Nestled into the soil, at scales too tiny to see without a microscope, intricate communities of microorganisms are hard at work—eating, reproducing, and, yes, killing each other.
Predators aren’t always your typical lion or falcon, living in food webs that are visible to humans, explain the authors of a new meta-analysis published in the journal mBio. Sometimes they’re miniscule bacteria, hunting in dramatic “wolf-pack”-like formations underground. Often too small to fully “engulf” their prey, as the authors put it, “they consume them no less ferociously.” One type of soil bacteria, the appropriately-named Vampirovibrionales, “drills a hole in its host”—using what are essentially fangs—“and sucks out the juice,” says coauthor Jennifer Pett-Ridge, a senior staff scientist at Lawrence Livermore National Laboratory.
It’s well established that these predatory soil bacteria exist, says Pett-Ridge. But the authors wanted to know: How important are they?
“Predation can be really important in ecosystems,” says lead author Bruce Hungate, a microbial ecologist at Northern Arizona University.
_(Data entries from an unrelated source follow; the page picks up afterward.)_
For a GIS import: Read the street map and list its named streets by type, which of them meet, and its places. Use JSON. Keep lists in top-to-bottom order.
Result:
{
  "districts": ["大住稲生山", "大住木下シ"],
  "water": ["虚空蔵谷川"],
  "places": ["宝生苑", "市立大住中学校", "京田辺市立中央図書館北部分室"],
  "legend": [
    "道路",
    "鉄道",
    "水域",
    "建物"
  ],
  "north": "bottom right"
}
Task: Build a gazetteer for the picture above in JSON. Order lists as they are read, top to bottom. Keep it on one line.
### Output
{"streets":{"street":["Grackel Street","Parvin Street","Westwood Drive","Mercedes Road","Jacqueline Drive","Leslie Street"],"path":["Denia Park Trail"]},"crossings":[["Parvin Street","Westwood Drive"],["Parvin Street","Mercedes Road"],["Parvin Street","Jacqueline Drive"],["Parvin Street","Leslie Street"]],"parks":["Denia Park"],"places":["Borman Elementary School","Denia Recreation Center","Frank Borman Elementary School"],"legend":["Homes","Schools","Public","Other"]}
Predators can help decide what organisms thrive in an area, he says, and how fast elements, like carbon and nitrogen, move, and where they go.
Though other microbes like nematodes or amoeba are more well-known as predators in the soil environment, “we found that predatory bacteria, or bacteria that eat other bacteria, are surprisingly active in soils,” says Hungate.
It’s only in the last 20 years or so, with new sequencing technologies, that researchers have been able to pinpoint some of the different organisms that show up in these soil microbial communities. Tracing their interactions and behaviors, however, has remained a work in progress: both from a technical standpoint, and a more cultural standpoint, says Hungate.
In microbiology, he says, there’s been a lot of focus on isolating and measuring organisms in the lab. Scientists have learned a lot this way, but in ecology, “we want to know, what are organisms doing in nature? And for microorganisms, that’s been really hard to figure out.”
Today, Hungate says, microbial ecologists are pushing hard to find out “not just who’s there, but what are they doing? And how fast?”
The meta-analysis, conducted by a large team of researchers from several institutions, analyzed data collected by the authors at 15 sites across North America, from tropical soils in Puerto Rico to a peat bog in Minnesota. In all of these experiments, researchers used a technique called “stable isotope probing,” or SIP, to track the growth rate of soil bacteria that are believed to be predatory. Soils were drizzled with a kind of “heavy” water featuring a special isotope, O-18, and organisms that were active—meaning they were synthesizing new DNA—ended up absorbing the traceable O-18 isotope into their DNA, which was then extracted and analyzed. In addition to O-18, elements like carbon were also traced.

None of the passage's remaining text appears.